Hypertension is a complex clinical condition characterized by raised blood pressure. Apart from personal and environmental factors a genetic component of hypertension is well recognized. Heritability is estimated at 15%–40%.¹
In order to unravel the genetic factors that contribute to blood pressure regulation, and hence to hypertension, a multitude of strategies have been employed, driven by advances in understanding of our genetic make-up, technology, and our understanding of pathophysiology. Candidate gene approaches were among the first, in hindsight slightly naive, attempts to study the genetic component of hypertension. They were based on the assumption of strong effects of genetic variants on blood pressure, and the simplistic conception that genetic variation will be limited to or at least focused on major effectors such as vasoactive substances and their receptors.
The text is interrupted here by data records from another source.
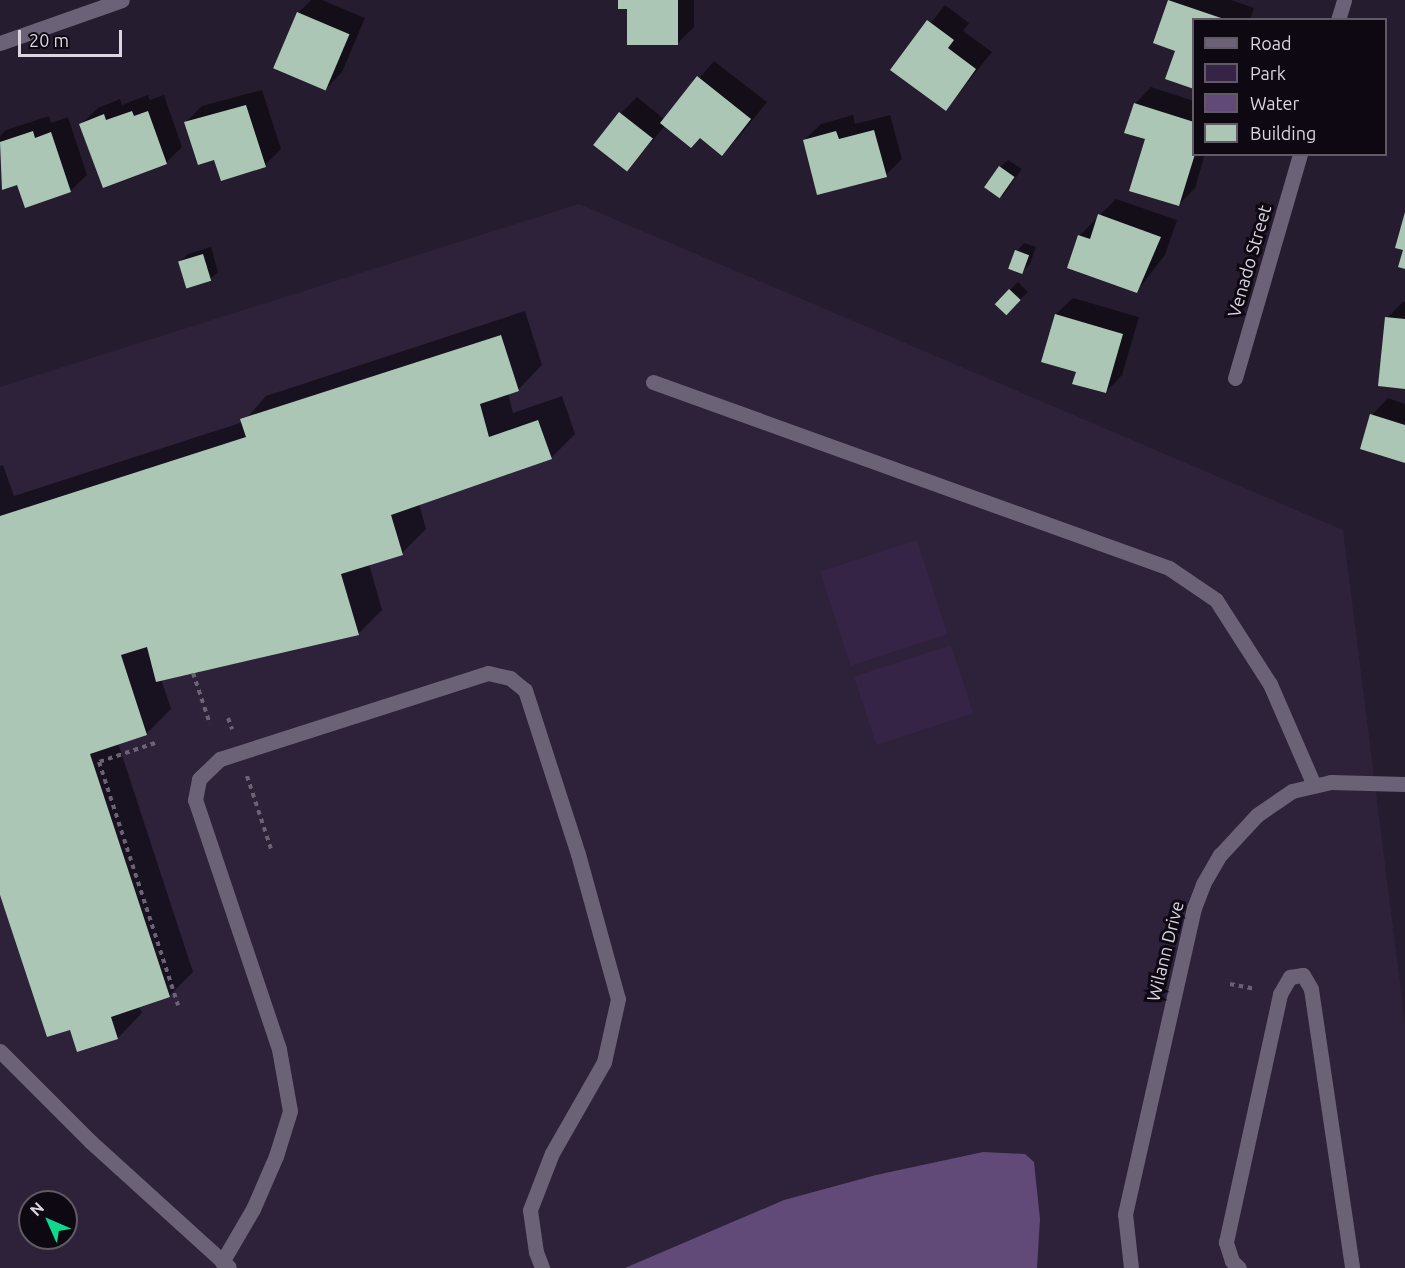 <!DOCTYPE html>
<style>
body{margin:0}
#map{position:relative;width:1405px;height:1268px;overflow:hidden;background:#261c2f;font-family:Ubuntu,sans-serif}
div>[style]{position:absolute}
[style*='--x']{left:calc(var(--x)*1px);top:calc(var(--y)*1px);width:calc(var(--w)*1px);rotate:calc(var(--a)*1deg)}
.built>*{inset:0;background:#2e213a}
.green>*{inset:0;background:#352445;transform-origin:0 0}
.water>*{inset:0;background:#614a77}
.shadow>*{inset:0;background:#0007;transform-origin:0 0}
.building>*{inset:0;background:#abc6b5;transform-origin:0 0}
.path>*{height:4px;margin-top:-2px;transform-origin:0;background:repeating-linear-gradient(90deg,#6b6273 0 4.5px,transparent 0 9px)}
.minor>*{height:15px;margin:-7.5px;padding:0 7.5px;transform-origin:7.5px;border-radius:7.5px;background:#6c6277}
span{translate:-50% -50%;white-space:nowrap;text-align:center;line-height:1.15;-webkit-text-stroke:6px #0d0811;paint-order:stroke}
.street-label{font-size:18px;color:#dcd6e3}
.legend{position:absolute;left:1192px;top:18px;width:195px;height:138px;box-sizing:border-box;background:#0d0811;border:2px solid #605a65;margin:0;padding:8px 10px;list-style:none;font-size:18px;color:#dcd6e3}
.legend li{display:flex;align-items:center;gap:12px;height:30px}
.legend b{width:30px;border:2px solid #605a65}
.north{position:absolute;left:18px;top:1190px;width:60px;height:60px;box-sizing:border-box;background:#0d0811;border:2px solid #605a65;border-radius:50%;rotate:315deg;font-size:16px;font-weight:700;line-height:24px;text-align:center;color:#dcd6e3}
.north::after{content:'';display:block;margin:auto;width:21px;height:27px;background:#0fd98a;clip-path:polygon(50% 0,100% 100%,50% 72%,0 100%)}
.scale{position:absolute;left:18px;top:30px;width:104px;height:27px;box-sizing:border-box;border:3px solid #dcd6e3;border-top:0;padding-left:8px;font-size:18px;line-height:21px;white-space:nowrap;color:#dcd6e3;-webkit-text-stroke:4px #0d0811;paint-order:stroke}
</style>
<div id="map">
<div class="built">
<i style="clip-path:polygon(evenodd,579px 204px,1343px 530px,1405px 1023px,1405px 1268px,0 1268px,0 387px,579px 204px,30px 1202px,66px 1202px,66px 1238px,30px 1238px,30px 1202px)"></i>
</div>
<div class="green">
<i style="left:917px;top:540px;width:99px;height:102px;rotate:72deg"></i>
<i style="left:951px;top:645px;width:72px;height:102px;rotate:72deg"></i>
</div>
<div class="water">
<i style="clip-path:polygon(983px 1152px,1025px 1154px,1034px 1162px,1040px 1219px,1037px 1268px,625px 1268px,784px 1200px,876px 1175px)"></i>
</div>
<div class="shadow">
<i style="clip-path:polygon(311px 0,322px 0,365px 18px,342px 72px,326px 89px,298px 13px)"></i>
<i style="clip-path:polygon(619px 0,694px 0,694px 27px,678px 43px)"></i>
<i style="clip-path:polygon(1231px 0,1254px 8px,1250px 20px,1194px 20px,1177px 50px,1170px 0)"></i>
<i style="clip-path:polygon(945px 5px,969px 23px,963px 31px,992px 52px,946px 109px,893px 70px)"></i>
<i style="clip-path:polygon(714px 61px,767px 102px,738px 138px,722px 154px,701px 137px,665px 126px,627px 170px,621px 113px,637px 97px,664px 119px)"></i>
<i style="clip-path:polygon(1151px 87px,1194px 101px,1194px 154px,1205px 154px,1195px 188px,1178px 205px,1135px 104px)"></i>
<i style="clip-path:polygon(262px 90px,281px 149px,265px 165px,215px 158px,186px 122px,202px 106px)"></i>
<i style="clip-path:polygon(148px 95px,150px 100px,164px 95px,182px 147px,166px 163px,81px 124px,98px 108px,120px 99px,122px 105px)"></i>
<i style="clip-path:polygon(853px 115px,855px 124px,890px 115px,902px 159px,886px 175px,804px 140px,821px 124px)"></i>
<i style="clip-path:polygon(49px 116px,51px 123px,68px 117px,87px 175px,70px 191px,18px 183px,3px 188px,0 136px,6px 130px)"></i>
<i style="clip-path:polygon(1008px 160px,1022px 169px,1002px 197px,1000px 167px)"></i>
<i style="clip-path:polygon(1116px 199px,1177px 220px,1165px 255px,1137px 291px,1079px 236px)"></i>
<i style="clip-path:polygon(1024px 243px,1036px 247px,1030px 264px,1022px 272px,1017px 251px)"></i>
<i style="clip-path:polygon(211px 247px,218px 272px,210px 279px,180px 262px,188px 254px)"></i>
<i style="left:1018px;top:282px;width:14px;height:31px;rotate:45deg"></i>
<i style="clip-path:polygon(1073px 298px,1139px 317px,1122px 375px,1106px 392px,1077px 371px,1056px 314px)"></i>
<i style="clip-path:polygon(1403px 302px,1405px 302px,1405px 387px,1387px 318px)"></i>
<i style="clip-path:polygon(525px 311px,542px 365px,518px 390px,508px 393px,513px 413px,562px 396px,575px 434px,551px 458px,419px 504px,426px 529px,402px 553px,369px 564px,382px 610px,358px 634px,161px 679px,171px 709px,146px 734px,118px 743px,193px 972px,169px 996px,139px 1006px,142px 1013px,118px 1038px,71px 1028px,0 890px,0 466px,3px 465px,14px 496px,243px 422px,266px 396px)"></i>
<i style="clip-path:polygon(1388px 398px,1405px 404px,1405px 462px,1372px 415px)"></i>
</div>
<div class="building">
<i style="clip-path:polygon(618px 0,678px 0,678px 45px,627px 45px,627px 9px,618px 9px)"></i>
<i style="clip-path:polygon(1168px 0,1224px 19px,1194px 20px,1194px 89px,1165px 79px,1175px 51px,1153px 43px)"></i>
<i style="left:297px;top:12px;width:57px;height:61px;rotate:23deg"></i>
<i style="clip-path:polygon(927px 20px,954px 40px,948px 48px,976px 69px,946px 111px,890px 70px)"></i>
<i style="clip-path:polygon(697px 76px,751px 119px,722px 156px,700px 138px,691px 148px,660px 123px)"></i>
<i style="clip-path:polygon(1134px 103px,1194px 122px,1195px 154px,1179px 206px,1129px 191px,1145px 139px,1124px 133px)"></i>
<i style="clip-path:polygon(246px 105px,266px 167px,221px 181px,214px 160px,198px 165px,184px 122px)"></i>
<i style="clip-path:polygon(132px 111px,134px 116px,148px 111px,167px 164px,103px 188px,79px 124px,104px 114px,106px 120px)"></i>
<i style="left:619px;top:112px;width:43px;height:42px;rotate:38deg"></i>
<i style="clip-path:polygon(874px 130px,887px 177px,817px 195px,803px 140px,836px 131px,839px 139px)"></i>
<i style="clip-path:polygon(33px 131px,35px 138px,51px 132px,71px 192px,25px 208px,17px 185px,2px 190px,0 142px)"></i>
<i style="left:999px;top:166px;width:19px;height:26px;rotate:35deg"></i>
<i style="clip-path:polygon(1405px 212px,1405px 269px,1398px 267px,1403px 250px,1395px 248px)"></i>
<i style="clip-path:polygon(1098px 214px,1161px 237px,1137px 293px,1067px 268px,1078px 235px,1090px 239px)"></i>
<i style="left:1015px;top:250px;width:15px;height:20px;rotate:20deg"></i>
<i style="left:203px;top:254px;width:28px;height:26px;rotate:73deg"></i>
<i style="left:1009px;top:289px;width:16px;height:21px;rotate:43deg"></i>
<i style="clip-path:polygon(1055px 314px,1123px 334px,1106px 393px,1072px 384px,1076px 372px,1041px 362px)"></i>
<i style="clip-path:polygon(1385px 317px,1405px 319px,1405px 389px,1378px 386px)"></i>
<i style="clip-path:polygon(501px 335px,519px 391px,480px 404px,489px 437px,538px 420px,552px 459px,391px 515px,403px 555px,341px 574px,359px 635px,156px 682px,147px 647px,121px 655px,147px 735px,90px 754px,170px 997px,111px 1017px,118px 1039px,77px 1052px,70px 1030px,47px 1037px,0 895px,0 516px,246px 437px,240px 419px)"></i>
<i style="clip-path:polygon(1370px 414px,1405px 425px,1405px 463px,1360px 449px)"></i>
</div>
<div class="path">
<i style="--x:193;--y:673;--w:54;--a:71.6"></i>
<i style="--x:228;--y:718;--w:12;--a:70"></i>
<i style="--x:155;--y:743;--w:59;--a:161.3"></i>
<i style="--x:99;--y:762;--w:256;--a:72"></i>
<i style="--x:247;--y:776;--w:77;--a:71.8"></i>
<i style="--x:1230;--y:984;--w:25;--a:11"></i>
</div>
<div class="minor">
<i style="--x:1338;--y:20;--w:21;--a:-73"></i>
<i style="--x:0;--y:43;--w:129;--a:-19.4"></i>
<i style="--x:1235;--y:378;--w:233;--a:-73.8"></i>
<i style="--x:653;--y:382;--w:548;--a:19.82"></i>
<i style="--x:1169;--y:568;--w:57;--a:34.2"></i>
<i style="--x:1216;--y:600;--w:100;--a:57.3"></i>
<i style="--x:1270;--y:684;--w:110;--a:66.5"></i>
<i style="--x:0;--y:1051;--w:129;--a:45"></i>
<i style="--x:91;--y:1142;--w:186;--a:42.2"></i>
<i style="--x:222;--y:1262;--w:61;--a:-59.7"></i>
<i style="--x:253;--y:1209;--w:58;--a:-66.5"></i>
<i style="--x:276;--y:1156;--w:47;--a:-72.7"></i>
<i style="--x:290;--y:1111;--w:63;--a:-100.1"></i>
<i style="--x:279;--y:1049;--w:263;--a:-108.6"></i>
<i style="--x:195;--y:800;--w:21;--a:-79"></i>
<i style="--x:199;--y:779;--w:29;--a:-44"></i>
<i style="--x:220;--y:759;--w:281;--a:-17.8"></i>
<i style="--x:488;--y:673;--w:23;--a:13"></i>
<i style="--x:510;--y:678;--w:19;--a:39"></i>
<i style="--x:525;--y:690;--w:172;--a:72.1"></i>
<i style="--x:578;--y:854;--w:150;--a:74.6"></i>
<i style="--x:618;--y:999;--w:65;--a:102.5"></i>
<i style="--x:604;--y:1062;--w:105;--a:119.7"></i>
<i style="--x:552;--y:1153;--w:61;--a:111.1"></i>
<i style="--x:530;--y:1210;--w:42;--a:81.9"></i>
<i style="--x:536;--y:1252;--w:17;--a:69"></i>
<i style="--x:1131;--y:1268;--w:54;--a:-96.3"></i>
<i style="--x:1125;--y:1214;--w:314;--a:-77.3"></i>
<i style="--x:1194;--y:908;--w:26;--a:-69"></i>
<i style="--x:1203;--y:884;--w:34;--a:-60"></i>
<i style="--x:1220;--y:855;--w:54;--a:-47.2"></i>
<i style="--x:1257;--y:815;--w:42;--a:-34.4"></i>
<i style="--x:1292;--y:791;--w:40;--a:-13"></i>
<i style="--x:1331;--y:782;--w:74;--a:1.5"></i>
<i style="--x:1239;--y:1268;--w:10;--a:-135"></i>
<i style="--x:1232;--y:1261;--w:20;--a:-108"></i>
<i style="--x:1226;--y:1242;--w:254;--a:-77.7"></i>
<i style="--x:1280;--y:994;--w:20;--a:-60"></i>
<i style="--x:1290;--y:977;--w:13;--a:-9"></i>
<i style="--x:1303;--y:975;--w:16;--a:60"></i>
<i style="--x:1311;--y:989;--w:282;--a:81.6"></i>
</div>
<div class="street-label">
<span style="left:1249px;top:261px;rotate:-74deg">Venado Street</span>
<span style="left:1165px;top:951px;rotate:-76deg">Wilann Drive</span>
</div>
<ul class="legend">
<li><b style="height:8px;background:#6c6277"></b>Road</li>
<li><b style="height:16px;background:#352445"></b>Park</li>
<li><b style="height:16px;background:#614a77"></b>Water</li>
<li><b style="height:16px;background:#abc6b5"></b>Building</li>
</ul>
<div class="north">N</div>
<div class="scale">20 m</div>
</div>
At a time when technology allowed first genome-wide approaches to undertake unbiased studies,2,3 there was considerable disappointment that “blood pressure genes” were not readily detected.⁴ We have since learned that effect sizes are much smaller than originally thought, that there are hundreds if not thousands of genetic variants associated with blood pressure regulation, and that they often affect genes that encode signaling and regulatory proteins, or are located in parts of the genome that do not directly relate to a specific gene or exon.